§ **TASK**
Your task is to find every line in the records that holds the string "white" and copy it.

====== MATERIAL PROVIDED ======

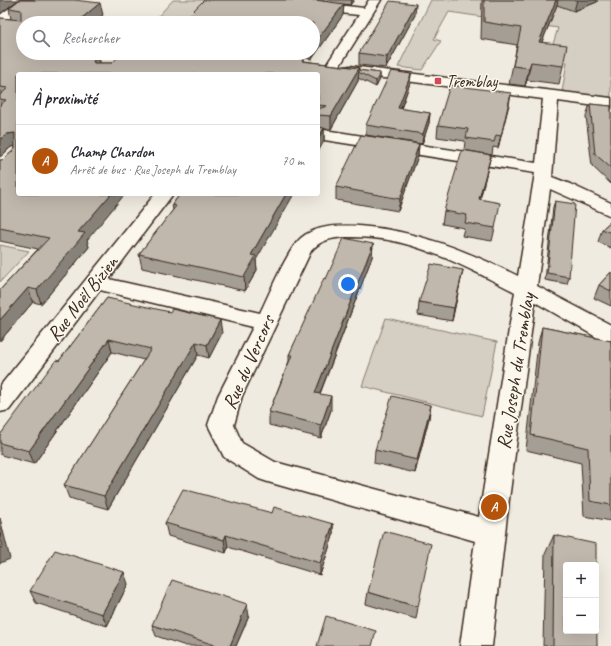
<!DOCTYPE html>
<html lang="fr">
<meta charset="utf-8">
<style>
:root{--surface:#fff;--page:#f2f2f3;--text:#2b2b33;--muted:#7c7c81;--line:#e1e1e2;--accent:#b45309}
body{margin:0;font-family:Caveat,sans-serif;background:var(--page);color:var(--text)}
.controls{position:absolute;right:12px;bottom:12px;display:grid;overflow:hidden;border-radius:4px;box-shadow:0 4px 16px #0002}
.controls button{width:36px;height:36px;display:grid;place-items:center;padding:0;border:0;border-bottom:1px solid var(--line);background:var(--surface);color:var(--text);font:20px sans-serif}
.you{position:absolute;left:348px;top:284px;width:14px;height:14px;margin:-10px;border:3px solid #fff;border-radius:50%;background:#1a73e8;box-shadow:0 0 0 6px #1a73e833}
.badge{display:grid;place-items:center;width:26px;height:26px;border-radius:50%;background:var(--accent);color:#fff;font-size:13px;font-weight:700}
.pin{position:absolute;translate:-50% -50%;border:2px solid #fff;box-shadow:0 1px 4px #0006}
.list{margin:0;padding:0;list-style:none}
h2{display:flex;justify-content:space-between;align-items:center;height:52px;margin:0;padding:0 16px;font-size:17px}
h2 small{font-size:13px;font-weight:400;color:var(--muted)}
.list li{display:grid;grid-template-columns:26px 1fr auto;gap:12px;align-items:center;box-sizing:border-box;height:72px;padding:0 16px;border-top:1px solid var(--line)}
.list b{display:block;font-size:15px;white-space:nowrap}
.list p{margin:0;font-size:13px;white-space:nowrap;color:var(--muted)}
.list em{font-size:13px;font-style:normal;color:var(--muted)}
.icon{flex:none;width:22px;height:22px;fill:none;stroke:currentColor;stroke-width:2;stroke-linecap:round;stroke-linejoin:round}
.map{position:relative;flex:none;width:611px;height:646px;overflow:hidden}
.search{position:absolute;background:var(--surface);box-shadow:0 4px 16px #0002;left:16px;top:16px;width:304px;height:44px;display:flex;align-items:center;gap:10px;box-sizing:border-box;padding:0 14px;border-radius:22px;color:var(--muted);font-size:15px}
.panel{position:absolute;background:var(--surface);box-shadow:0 4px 16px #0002;left:16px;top:72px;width:304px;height:124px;border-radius:4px}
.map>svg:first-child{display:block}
</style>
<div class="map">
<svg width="611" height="646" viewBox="0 0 611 646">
<rect width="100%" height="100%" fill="#f0ebe0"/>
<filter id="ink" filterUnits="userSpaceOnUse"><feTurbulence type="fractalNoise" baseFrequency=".025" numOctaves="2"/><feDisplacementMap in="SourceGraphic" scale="8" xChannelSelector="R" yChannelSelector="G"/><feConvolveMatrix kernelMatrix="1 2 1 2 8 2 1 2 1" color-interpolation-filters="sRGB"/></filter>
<g filter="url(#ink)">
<path fill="#d5cec3" stroke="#887c70" d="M173,0H214L193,23H152Z
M431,0H611V97L562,92L567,62L548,60L558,28L449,12L434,39L441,41L422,70L398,67Z
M0,245L29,251L0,282Z
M386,318L497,342L482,416L362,386Z"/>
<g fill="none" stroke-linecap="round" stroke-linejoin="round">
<g stroke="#3b2a1e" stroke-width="3">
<path id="minor" d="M20,0H34L5,24L0,25V15Z
M369,0H381L337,70L332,71L327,70L325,67L359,15L319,11L315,10L313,7L315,4L319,3L364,8Z
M350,66L611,98V108L558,101L552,177L570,184L611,203V216L550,189L537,286L611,325V343L603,341L535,302L508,507L492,646H460L475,541L268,482L259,479L224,457L208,425L218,396L253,327L100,290L9,410L0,412V386L155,194H173L109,279L260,313C269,295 287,250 301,238C316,225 340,225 359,226C416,230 467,251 518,276L535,173L318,139V129L536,163L543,99L345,73L343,70L345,67ZM346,237C363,237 382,238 398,242C439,252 478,273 515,292L479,517L275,462L242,443L234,425L242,396L311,251C320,240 332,238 346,237Z"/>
</g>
<use href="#minor" fill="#fbf7ec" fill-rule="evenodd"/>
</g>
<path fill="#a59e95" stroke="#3b2a1e" d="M204,0H354L350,5L344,4L343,15L312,59L304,58V61L359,68L358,70L380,73V79L376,87L358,78V81L331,129H324V141L318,139V74H18L87,240L89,247L41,304L33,302L0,341V290L38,249L0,241V160H3L15,149V146L11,147L0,157V18L11,19L9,8L103,15L93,23H23V53L99,56L100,63H112L122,53H313V23Z
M482,0H597V2L574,11L557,5L542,42L563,66L559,84L527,80L525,86L509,84L517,45L481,39Z
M415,15L386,68L359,65V53Z
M411,74L410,83L401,109L430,113L429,123L422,144L366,135V125Z
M511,93L498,148L493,147L492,155L464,150L465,141L437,137L438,125Z
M590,104L611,106V184L592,166L586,116Z
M419,144L418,156L398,211L336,200V187Z
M491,155L480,199L495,228L492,241L462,236L464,228L442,224L444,211Z
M180,194L256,260L257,270L245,291L142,268L139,254L173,210L172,205Z
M555,201L569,277L567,284L545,280L553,207Z
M611,221V248L598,242L602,229Z
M373,244L372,257L320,394L331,410L321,438L269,425V412L289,361V355L326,279Z
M463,270L452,321L418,315L419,302Z
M611,272V306L594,298L599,285Z
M107,298L222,333L209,358L198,355L108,509L69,498L64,485L144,360L112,352L34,464L1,455L0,453V435L59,361Z
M542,327L611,341V521L584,516L581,463L526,450L538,343Z
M431,405L429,418L415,473L374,463L375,450Z
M272,513L333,524V536L320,575L228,547L226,553L168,536L165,523Z
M554,535L597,646H543L545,554Z
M128,584L107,626L36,603L30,591Z
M368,592L418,607L416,619L366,604Z
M249,616L236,646H186L156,636L152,625Z"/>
<path fill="#868179" stroke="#3b2a1e" d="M0,0H18L0,14Z
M351,0H354L350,5Z
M556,0H558L557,5L535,59L539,42Z
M577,0H597V2L574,11Z
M100,3L103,15L93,23H76Z
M344,4L343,15L312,59L313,45Z
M416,4L415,15L386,68L387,57Z
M99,56L101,68L96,73L93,61Z
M531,62L527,80L525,86L529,68Z
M359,68L358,81L331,129V116Z
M380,73V79L376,87V81Z
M411,74L410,83L397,118L398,108Z
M511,93L509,105L498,148L501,136Z
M430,113L429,123L422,144L423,134Z
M324,128V141L318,152V139Z
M15,133L18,146L11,147L0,157V140L7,134Z
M419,144L418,156L398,211L400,199Z
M491,155L488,167L477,212L479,199Z
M111,194H125L87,240L89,247L41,304L37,290L78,232Z
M286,194H294L256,260L257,270L245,291L244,277L251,255Z
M373,244L372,257L315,406V393Z
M463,270L460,283L452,321L454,308Z
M28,288L33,302L0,341V320Z
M220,320L222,333L209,358L207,345Z
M109,339L112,352L34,464L29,451Z
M196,342L198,355L108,509L104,496Z
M331,396V410L321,438V425Z
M431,405L429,418L415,473L417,460Z
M0,518L10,559L0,563Z
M333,524V536L320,575V563Z
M226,535L228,547L226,553L224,540Z
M124,572L128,584L107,626L102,614Z
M247,604L249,616L236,646H230Z"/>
<path fill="#c0b8ad" stroke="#3b2a1e" d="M19,0H74L100,3L76,23H23V53H79L99,56L93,61L94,63H112L122,53H273L304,57L302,61L359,68L331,116L318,115V109L327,106L318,105V74H18V194H111L78,232L85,233L37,290L28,288L0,320V290L49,238L0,228V160H3L15,149V133L7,134L0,140V105L6,100L0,99V95L8,88L0,87V18L21,20V10L9,8Z
M204,0H315L344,4L313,45V23H181Z
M484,0H556L539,42L567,45L563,66L531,62L529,68L513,66L521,28L484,22Z
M390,1L416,4L387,57L359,53Z
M358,70L380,73L376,81L358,72Z
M391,71L411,74L398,108L430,113L423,134L366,125Z
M450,85L511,93L501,136L496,135L494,142L466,138L468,129L438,125Z
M590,104L611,106V168L595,154Z
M318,127L324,128L318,139Z
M361,135L419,144L400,199L336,187Z
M462,150L491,155L479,199L500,203L495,228L465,223L467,215L444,211Z
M180,194H286L251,255L256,256L244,277L139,254L176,206L172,205Z
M555,201L575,204L569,277L547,273Z
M611,221V233L602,229Z
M344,238L373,244L315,393L331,396L321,425L269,412L292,355H289L324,278L326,279Z
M431,264L463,270L454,308L419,302Z
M611,272V291L599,285Z
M107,298L170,312L172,309L220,320L207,345L196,342L104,496L64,485L151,349L109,339L29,451L0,443V435L56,360L59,361Z
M542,327L611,341V505L590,501L588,448L531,435Z
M392,396L431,405L417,460L375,450Z
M183,489L272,513L274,507L333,524L320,563L226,535L224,540L165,523Z
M384,531L431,544L418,607L368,592Z
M0,533L3,547L0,548Z
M554,535L596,544V565H566V631H596V582L597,646H553Z
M55,550L124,572L102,614L30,591Z
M172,580L247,604L230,646H218L152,625Z
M326,616L376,631L372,646H317Z"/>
</g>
<rect fill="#d1495b" stroke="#fbf7ec" stroke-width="1.5" x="434" y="77" width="8" height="8" rx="2"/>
<g text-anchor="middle" stroke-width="3" stroke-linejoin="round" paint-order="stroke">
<g font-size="17" fill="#3b2a1e" stroke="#fbf7ec" text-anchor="start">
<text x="446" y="87">Tremblay</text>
</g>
<g font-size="20" fill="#3b2a1e" stroke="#fbf7ec">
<text transform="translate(82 298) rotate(-52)" y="7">Rue Noël Bizien</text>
<text transform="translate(248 362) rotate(-66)" y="7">Rue du Vercors</text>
<text transform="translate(515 371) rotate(-81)" y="7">Rue Joseph du Tremblay</text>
</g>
</g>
</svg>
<div class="controls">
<button>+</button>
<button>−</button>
</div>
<div class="you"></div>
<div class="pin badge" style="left:494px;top:507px">A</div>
<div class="search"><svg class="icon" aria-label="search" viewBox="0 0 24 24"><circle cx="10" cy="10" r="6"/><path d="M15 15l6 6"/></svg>Rechercher</div>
<section class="panel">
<h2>À proximité<small></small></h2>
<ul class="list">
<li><span class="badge">A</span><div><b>Champ Chardon</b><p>Arrêt de bus · Rue Joseph du Tremblay</p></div><em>70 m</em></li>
</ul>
</section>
</div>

======

§ **RESPONSE**
.list b{display:block;font-size:15px;white-space:nowrap}
.list p{margin:0;font-size:13px;white-space:nowrap;color:var(--muted)}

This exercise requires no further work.